Hundreds of youngsters in the area were not fully vaccinated against the trio of potentially life-threatening diseases by their fifth birthday last year, according to the latest childhood vaccination statistics.
The MMR jab protects against measles, mumps and rubella, highly infectious conditions which can have life-changing consequences.
For a child to be fully protected, they should receive two vaccinations, the first at the age of one and the second when they are three.
But NHS Digital figures show 86% of children in Peterborough were fully vaccinated by their fifth birthday in 2020-21 – below the 95% target set by the World Health Organisation.
It meant 450 children did not receive both doses of the MMR jab by age five.
The latest figures suggest significant disparities in vaccine uptake across local authority areas, with 96% of five-year-olds fully vaccinated in County Durham compared to 60% in Camden.
Measles, mumps and rubella can easily spread between unvaccinated people and can lead to serious problems including meningitis, hearing loss and problems during pregnancy.
Dr Vanessa Saliba, from the UK Health Security Agency, said anyone without two doses of the vaccination remained at risk.

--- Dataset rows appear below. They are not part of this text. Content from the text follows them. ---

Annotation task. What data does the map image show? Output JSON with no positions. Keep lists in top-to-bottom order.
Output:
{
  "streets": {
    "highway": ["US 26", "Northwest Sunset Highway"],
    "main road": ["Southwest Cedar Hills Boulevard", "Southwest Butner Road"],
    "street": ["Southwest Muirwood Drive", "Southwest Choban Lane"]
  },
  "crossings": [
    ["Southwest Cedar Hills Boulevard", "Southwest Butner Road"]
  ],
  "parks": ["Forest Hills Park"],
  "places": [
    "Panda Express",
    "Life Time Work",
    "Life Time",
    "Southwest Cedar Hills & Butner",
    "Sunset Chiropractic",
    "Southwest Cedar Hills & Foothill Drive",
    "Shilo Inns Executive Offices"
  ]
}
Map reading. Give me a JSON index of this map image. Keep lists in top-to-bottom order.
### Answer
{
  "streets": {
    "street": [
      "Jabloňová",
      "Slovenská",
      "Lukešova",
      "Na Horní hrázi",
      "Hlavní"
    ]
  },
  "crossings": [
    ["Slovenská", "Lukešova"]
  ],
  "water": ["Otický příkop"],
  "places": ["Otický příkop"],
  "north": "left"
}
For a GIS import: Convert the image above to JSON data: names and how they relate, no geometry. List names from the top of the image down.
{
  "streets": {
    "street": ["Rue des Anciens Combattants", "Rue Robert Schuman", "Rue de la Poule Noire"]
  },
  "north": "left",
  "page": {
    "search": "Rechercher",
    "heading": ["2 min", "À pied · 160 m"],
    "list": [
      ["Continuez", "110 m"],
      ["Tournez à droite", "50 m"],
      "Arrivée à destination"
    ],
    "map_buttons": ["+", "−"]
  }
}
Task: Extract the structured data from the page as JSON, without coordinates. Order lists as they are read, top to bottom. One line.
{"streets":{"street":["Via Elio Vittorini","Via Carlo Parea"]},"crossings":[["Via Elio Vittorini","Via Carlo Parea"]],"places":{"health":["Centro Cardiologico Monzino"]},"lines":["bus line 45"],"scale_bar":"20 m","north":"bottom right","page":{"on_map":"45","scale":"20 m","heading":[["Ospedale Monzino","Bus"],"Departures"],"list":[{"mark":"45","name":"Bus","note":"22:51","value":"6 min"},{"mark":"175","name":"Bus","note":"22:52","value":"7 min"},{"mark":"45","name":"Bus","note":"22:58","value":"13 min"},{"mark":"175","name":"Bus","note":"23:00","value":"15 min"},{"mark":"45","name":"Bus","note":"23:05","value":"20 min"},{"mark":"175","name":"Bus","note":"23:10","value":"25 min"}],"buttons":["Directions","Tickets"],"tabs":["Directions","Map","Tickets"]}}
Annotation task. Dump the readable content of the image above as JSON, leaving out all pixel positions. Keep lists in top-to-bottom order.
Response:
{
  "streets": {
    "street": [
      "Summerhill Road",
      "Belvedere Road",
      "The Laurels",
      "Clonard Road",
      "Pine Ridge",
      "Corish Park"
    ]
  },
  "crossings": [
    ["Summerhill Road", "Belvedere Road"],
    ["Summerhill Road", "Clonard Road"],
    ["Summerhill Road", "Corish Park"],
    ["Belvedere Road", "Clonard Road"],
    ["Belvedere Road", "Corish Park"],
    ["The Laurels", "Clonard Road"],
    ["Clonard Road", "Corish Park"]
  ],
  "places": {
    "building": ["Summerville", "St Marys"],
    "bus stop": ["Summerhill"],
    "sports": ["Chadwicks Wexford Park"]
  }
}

She said coverage had fallen nationally due to the coronavirus pandemic, increasing the risk of a resurgence of the diseases.
Dr Saliba added: “It’s essential that parents take up the offer of MMR for their children.
“If your child has missed one or both of their MMR vaccinations, contact your GP surgery to arrange an appointment as soon as possible – it is never too late to catch up.”
Last year, 88% of infants in Peterborough had their first jab before the age of two, suggesting around 326 babies did not receive the routine immunisation.
Across England, 90% of two-year-olds and 94% of five-year-olds had received the initial vaccine in 2020-21, meaning both proportions were slightly down from the year before.
Around 87% of five-year-olds had received both jabs by their fifth birthday.
An NHS spokeswoman urged parents to check their child’s medical records and ensure immunisations were up to date, adding: “It’s vital that parents ensure their children are fully protected with this jab – which can ultimately save a child’s life.”
The recently launched Office for Health Improvement and Disparities, part of the Government’s Department of Health and Social Care, is working to reduce health disparities and improve access to services.